Somalia's Best Referee Banned From USA Days Before World Cup, Despite Holding Valid Visa
Omar Abdulkadir Artan arrived at Miami International Airport on Saturday with a valid visa. He was set to become the first Somali ever to officiate at a World Cup finals, named Africa’s best referee, selected from 52 officials worldwide. U.S. Customs and Border Protection detained him, searched his belongings, and put him on a plane back. FIFA has now dropped him following the refusal to allow him into the country.
The USA claims he has been rejected for “vetting concerns.” Artan had a valid visa, and was in the country to take part in a tournament that the USA applied to host. There were no valid vetting concerns offered, just the vague excuse.
Somalia is on the Trump regime’s travel ban list. Artan had cleared whatever process that requires, and Border Patrol turned him away at the door anyway, because the door is ultimately discretionary, and discretion in this administration runs in one direction.

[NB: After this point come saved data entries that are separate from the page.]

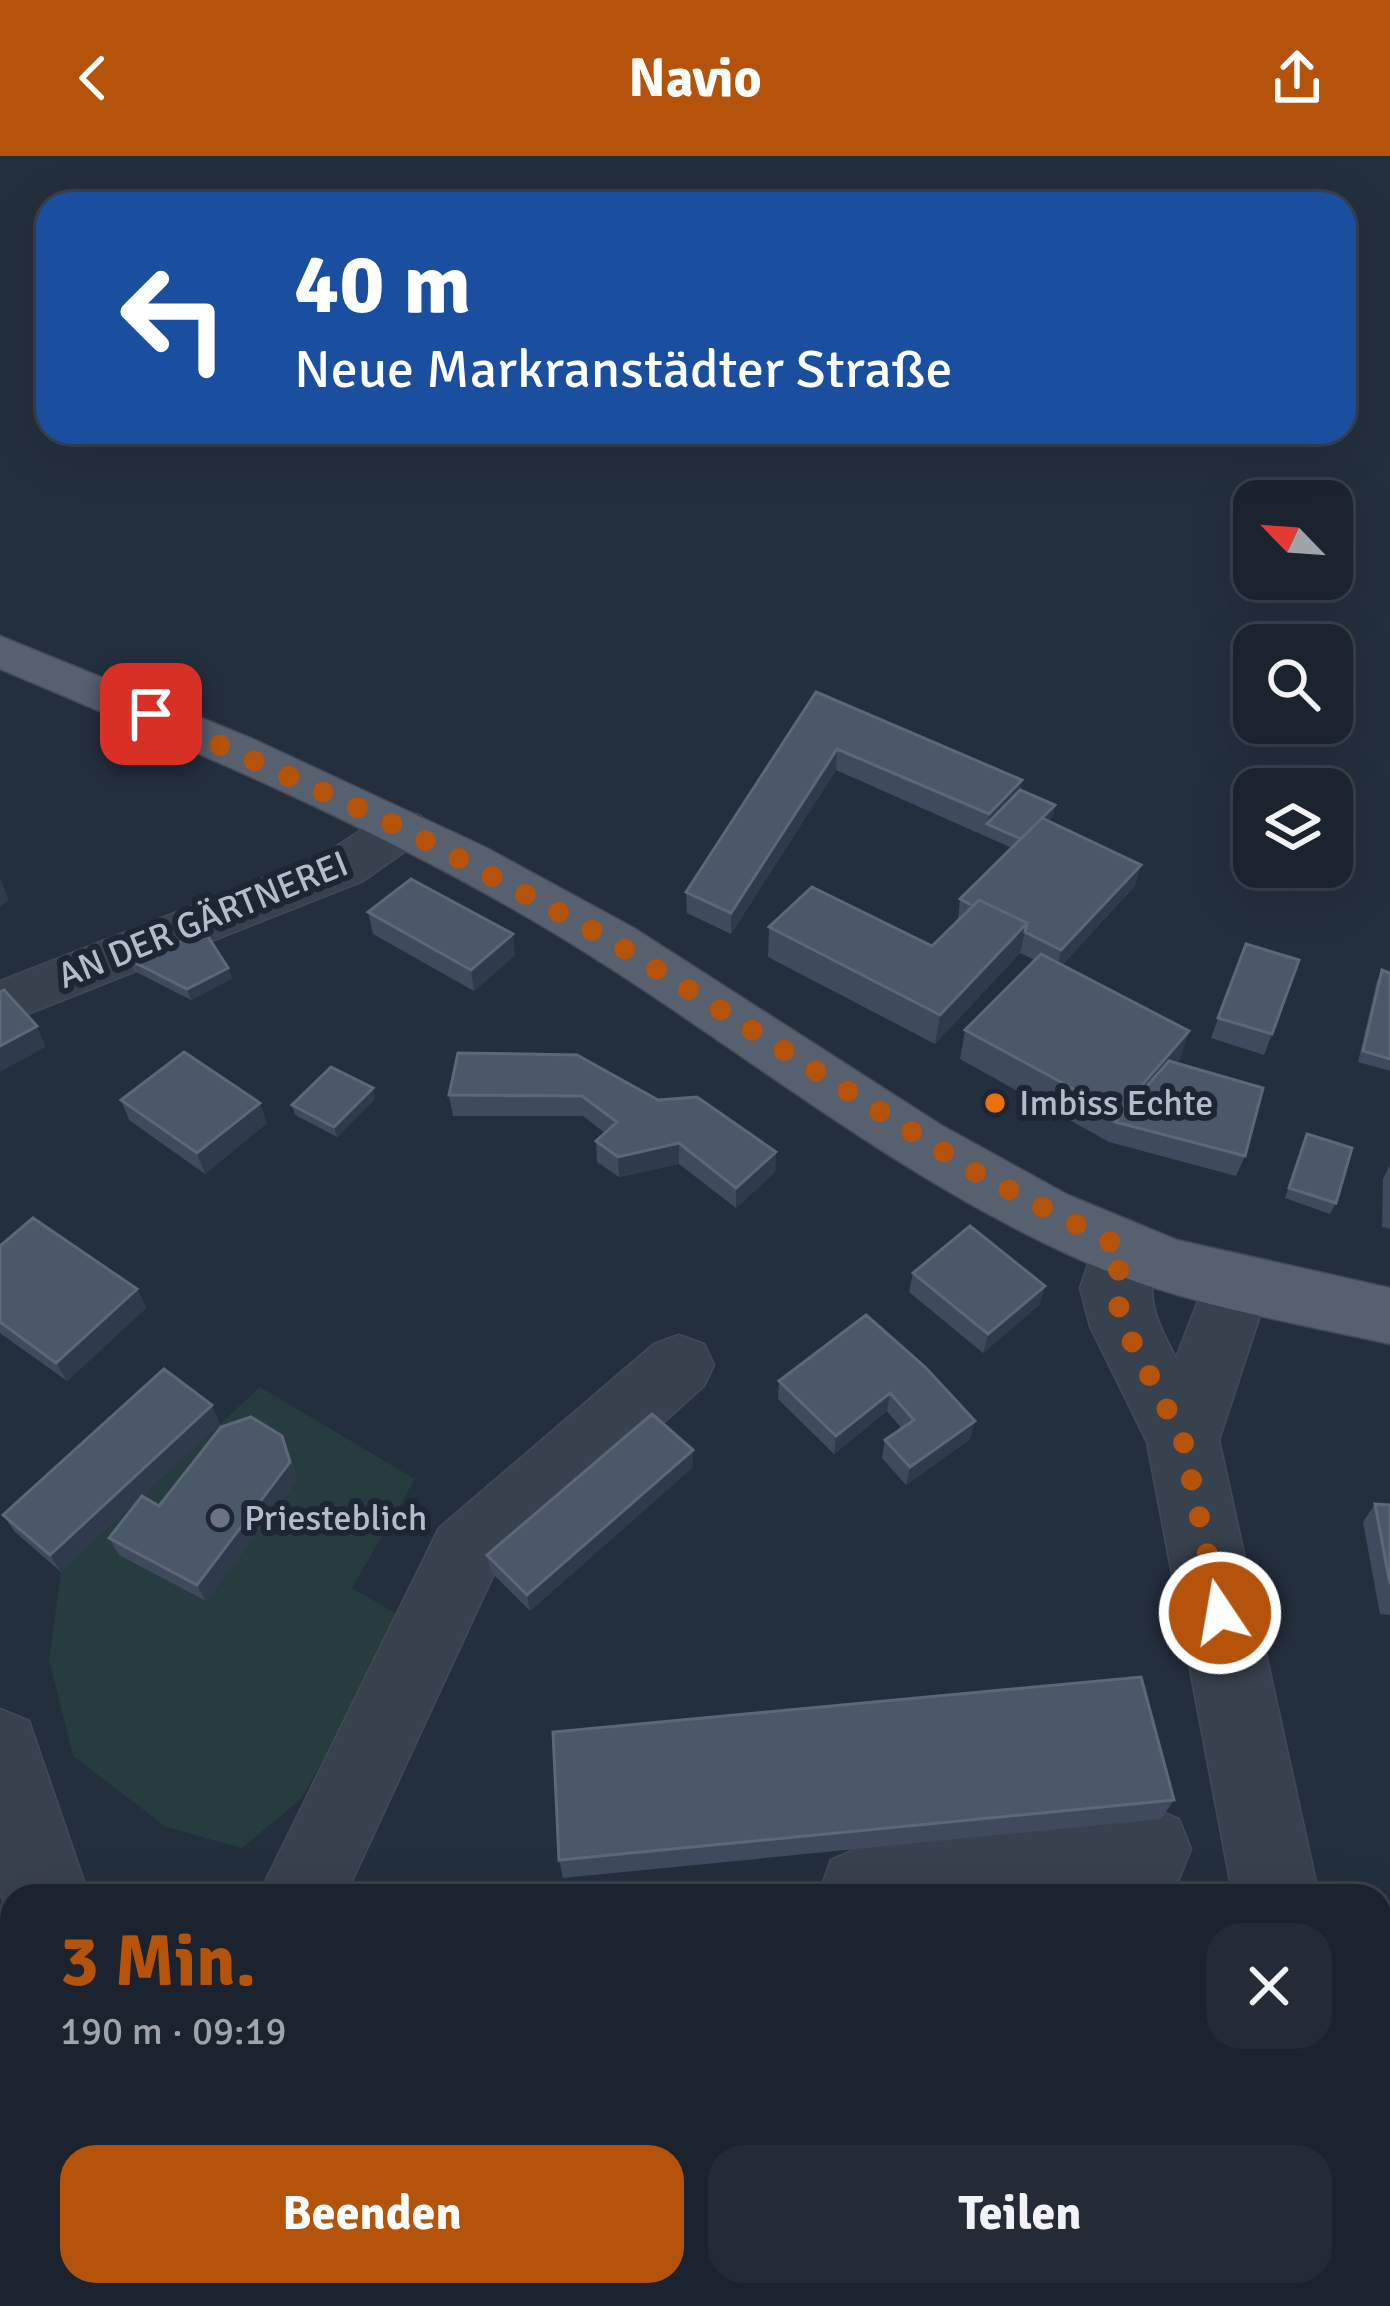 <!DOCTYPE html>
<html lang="de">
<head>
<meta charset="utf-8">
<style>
	body { margin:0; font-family:Signika,sans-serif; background:#242b36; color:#f1f3f6; height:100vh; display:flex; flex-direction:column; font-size:45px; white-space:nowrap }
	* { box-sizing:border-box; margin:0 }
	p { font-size:39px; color:#a0a4aa }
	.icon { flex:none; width:66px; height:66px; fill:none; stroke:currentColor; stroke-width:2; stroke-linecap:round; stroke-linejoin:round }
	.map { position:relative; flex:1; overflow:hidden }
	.details { position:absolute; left:0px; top:1728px; width:1392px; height:423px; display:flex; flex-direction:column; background:#1b232e; border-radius:36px 36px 0 0; box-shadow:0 12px 48px #0002,0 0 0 3px #39404a }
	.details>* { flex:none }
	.top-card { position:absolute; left:36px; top:36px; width:1320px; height:252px; border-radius:36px; box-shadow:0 12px 48px #0002,0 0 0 3px #39404a; background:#1a4fa0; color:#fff; overflow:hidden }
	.needle { width:78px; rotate:295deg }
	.controls { position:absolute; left:1233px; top:324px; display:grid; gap:24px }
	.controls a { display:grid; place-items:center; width:120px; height:120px; border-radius:24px; background:#1b232e; box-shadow:0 12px 48px #0002,0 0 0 3px #39404a; font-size:60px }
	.pin { position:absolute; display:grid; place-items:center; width:102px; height:102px; color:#fff; margin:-51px; border-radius:24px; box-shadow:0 6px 18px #0006 }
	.me { position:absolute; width:132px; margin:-66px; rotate:348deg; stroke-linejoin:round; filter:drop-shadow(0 0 9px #0008) }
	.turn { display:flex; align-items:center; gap:42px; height:252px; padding:0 60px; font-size:54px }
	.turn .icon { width:156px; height:156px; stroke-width:2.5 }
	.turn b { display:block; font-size:84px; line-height:102px }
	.round { display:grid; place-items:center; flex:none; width:126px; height:126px; border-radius:36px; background:#242b36 }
	.overview { display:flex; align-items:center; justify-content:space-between; height:204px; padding:0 60px }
	h1 { font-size:72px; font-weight:700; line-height:90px; color:#b45309 }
	.button { display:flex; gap:24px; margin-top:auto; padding:24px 60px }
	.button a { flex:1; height:138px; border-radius:36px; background:#b45309; color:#fff; font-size:48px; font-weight:700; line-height:138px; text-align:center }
	.button a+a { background:#242b36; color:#f1f3f6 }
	header { display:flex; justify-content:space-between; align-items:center; height:156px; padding:0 60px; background:#b45309; color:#fff; font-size:54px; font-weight:700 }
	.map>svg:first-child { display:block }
</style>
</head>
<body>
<header><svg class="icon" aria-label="back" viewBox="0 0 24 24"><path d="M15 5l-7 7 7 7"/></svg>Navio<svg class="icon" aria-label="share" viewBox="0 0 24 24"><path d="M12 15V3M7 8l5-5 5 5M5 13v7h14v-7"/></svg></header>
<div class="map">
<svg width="1390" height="2150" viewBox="0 0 1390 2150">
	<rect width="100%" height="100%" fill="#242f3e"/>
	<path fill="#263c3f" d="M260,1231L415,1323L352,1432L405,1463L301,1643L242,1692L166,1671L73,1600L49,1504L61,1416Z"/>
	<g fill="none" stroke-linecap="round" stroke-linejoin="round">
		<g stroke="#414a57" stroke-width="3">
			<path id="minor" d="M402,654L421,660L429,672L421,684L363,725L0,869V825L323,699L383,660Z
				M1124,1066L1148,1074L1157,1093C1146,1142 1153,1158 1176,1202L1213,1106L1237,1098L1261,1106L1271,1126L1219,1284L1319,1740H1233L1147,1286L1090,1170L1080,1132L1100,1074Z
				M679,1179L704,1188L714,1209L704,1230L493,1420L345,1740H258L439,1372L654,1188Z
				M0,1553L29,1565L89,1740H12V1763L0,1737Z
				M1149,1651L1179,1663L1191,1693L1179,1723L1149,1735L1116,1740H818L831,1704L861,1691Z
				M197,2139H296L301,2150H202Z
				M408,2139H507L502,2150H403Z
				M1268,2139H1366L1367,2150H1269Z"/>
		</g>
		<g stroke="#414a57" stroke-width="3">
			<path id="major" d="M0,480L253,583L485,691L634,772L941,969L1068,1039L1177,1084L1390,1132V1188C1287,1165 1180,1148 1083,1105C883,1017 715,870 527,761C359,663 178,588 0,513Z"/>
		</g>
		<use href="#minor" fill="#38414e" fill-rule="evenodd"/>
		<use href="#major" fill="#56606e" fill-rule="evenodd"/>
	</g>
	<path fill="#3f4b5c" d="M816,536L1022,624L1020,634L1055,649L1053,660L1048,665L1135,730L1062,809L1189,875L1177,907L1245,1000L1236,1020L1109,986L960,903L965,874L1035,804L1020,797L935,888L768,801L769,771L932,790L958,765L960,743L1012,692L836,614L731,778L687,757L686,736Z
		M368,756L515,799L474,835L373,778Z
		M1246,788L1272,878L1264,899L1211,882Z
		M130,804L228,812L232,823L191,844L134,815Z
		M1382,814L1390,817V915L1358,906L1377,825Z
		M458,897L658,944L776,996L775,1016L736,1052L679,1008L619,1021L597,1006L596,985L605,977L583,960H453L449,939Z
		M375,943L337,981L295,959L292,949Z
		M121,944L267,967L205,1018L129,964Z
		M1307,978L1336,1047L1330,1058L1285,1042Z
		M1390,1009V1073L1382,1071L1383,1023Z
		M0,1090L137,1133L146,1152L67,1225L0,1177Z
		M913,1117L1045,1130L1039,1149L983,1197L909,1136Z
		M866,1159L970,1283L906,1329L882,1302L885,1284L902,1273L887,1255L834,1298L778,1243L779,1225Z
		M220,1268L142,1340L159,1350L289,1298L297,1324L206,1445L119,1399L109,1382L140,1342L61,1416L15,1376L3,1359Z
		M693,1294V1311L530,1455L491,1416L487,1399Z
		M1375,1348L1390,1349V1459L1380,1458L1363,1366Z
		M1174,1644L1161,1663L563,1722L559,1704Z
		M894,2139H923L921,2146L919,2148Z"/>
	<path fill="#2f3b4b" d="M837,593L836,614L731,778V757Z
		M1022,624L1018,645L987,668L989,658Z
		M1055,649L1053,660L1020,695L1023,684Z
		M1141,709L1135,730L1056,815L1061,794Z
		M0,722L9,744L0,751Z
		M1027,767L1020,797L935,888L940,859Z
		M513,778L515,799L474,835L471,814Z
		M228,812L232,823L191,844L187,833Z
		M37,870L46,891L0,916V890Z
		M1189,875L1180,904L1124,968L1115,966L1109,986L1118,957Z
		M373,932L375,943L337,981L334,971Z
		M260,947L267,967L205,1018L197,997Z
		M679,987V1008L619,1021L618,1001Z
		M776,996L775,1016L736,1052V1032Z
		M1045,1130L1039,1149L983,1197L988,1178Z
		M137,1133L146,1152L67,1225L56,1207Z
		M890,1237L887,1255L834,1298L836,1280Z
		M212,1249L220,1268L61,1416L50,1399Z
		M975,1265L970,1283L906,1329L910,1311Z
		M282,1280L297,1324L206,1445L197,1429Z
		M693,1294V1311L530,1455L527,1439Z"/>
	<path fill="#4b5868" stroke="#5c6777" stroke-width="3" d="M816,536L1022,624L989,658L837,593L731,757L686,736Z
		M1020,634L1055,649L1021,683L987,668Z
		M1042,662L1141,709L1061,794L1025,776L1027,767L979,744L973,750L960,743Z
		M411,723L513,778L471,814L368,756Z
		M812,731L932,790L979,744L1027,767L940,859L769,771Z
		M205,776L228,812L187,833L130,804Z
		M1246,788L1299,804L1272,878L1218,862Z
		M1041,798L1189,875L1118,957L965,874Z
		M1382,814L1390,817V903L1363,895Z
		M4,834L37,870L0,890V836Z
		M184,896L260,947L197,997L121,944Z
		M458,897L577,899L658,944L697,941L776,996L736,1032L679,987L618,1001L596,985L617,966L582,940L449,939Z
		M1169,905L1263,932L1245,1000L1115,966Z
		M331,911L373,932L334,971L292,949Z
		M1307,978L1352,992L1336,1047L1289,1032Z
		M33,1062L137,1133L56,1207L0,1166V1090Z
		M970,1070L1045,1130L988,1178L913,1117Z
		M866,1159L925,1211L975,1265L910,1311L885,1284L914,1264L890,1237L836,1280L779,1225Z
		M164,1213L212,1249L50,1399L3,1359Z
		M652,1258L693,1294L527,1439L487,1399Z
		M251,1261L282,1280L290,1306L197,1429L109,1382L142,1340L159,1350L221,1271Z
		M1375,1348L1390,1349V1428Z
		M1141,1521L1174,1644L559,1704L553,1576Z
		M502,2139H721L718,2150H499Z
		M903,2139H923L921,2146Z"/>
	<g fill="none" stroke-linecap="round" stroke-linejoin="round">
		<path stroke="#b45309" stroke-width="21" stroke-dasharray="0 37.8" d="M151,558L402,672L612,785L978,1018L1124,1093L1114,1132L1124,1170L1183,1284L1220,1457"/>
	</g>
	<circle fill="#e8710a" stroke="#1d2633" stroke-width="4.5" cx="995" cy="947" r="12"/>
	<circle fill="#6b7280" stroke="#1d2633" stroke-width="4.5" cx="220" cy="1362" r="12"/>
	<g text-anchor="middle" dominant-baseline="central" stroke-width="12" stroke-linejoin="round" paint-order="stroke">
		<g font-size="36" fill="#b4bcc9" stroke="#1d2633">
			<text transform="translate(203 764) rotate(-22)">AN DER GÄRTNEREI</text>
		</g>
		<g font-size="36" fill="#b4bcc9" stroke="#1d2633" text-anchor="start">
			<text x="1019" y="947">Imbiss Echte</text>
			<text x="244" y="1362">Priesteblich</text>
		</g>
	</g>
</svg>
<div class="controls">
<a><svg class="needle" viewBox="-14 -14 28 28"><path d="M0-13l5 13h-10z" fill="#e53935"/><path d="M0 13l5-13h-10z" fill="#a0a4aa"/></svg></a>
<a><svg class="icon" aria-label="search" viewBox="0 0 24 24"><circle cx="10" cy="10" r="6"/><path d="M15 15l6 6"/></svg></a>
<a><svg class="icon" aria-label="layers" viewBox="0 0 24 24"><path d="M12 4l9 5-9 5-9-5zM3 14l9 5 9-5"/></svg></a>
</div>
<div class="pin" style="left:151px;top:558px;background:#d93025"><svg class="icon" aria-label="arrive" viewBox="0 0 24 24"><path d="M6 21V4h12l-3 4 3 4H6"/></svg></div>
<svg class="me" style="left:1220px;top:1457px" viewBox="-20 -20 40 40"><circle r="17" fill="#b45309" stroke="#fff" stroke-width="3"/><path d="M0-11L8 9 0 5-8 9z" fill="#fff"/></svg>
<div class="top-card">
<div class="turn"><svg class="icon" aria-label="left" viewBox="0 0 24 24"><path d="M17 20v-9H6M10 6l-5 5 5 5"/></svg><div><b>40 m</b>Neue Markranstädter Straße</div></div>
</div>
<section class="details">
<div class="overview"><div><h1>3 Min.</h1><p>190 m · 09:19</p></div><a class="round"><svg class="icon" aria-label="close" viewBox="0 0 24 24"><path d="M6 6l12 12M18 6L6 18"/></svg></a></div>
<div class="button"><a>Beenden</a><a>Teilen</a></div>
</section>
</div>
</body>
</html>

This is not an isolated incident. It is the third in a week. On June 5, the Iraqi squad landed at Chicago’s O’Hare airport. Border Patrol pulled striker Aymen Hussein and questioned him for seven hours. The team’s official photographer, Talal Salah, was held for ten, his devices seized, then sent back to Baghdad. Iraq is not on the USA’s travel ban.
FIFA confirmed Artan’s removal and said it “is not involved in host country immigration processes,” adding that authorities have told them his status “will not be changed.” This is the same FIFA that awarded Trump its inaugural peace prize last year. It is performing its customary neutrality, which in practice means accepting whatever the host does, even when their own tournament finds itself victim of Trump’s immigration policies.
The moment the Trump regime undertook their indiscriminate abduction and expulsion campaign against foreign nationals in the country, the question of if they should be allowed to host the tournament has been a regular point of conversation for football fans.
The fears presented are now being realised, as FIFA referees and official team photographers are being denied entry into the country, and denied an opportunity to be involved in a historic moment for their own country.
The Trump regime has presented this World Cup as a statement of openness. It suspended visa requirements for visiting fans. It is hosting a global tournament while detaining its star players at the border, expelling its press corps, and turning away its own appointed officials, all without explanation, all without consequence, all in the same week the opening whistle blows.
This is unlikely to be the last serious incident, as a country determined to kick out foreigners welcomes millions of them into the country.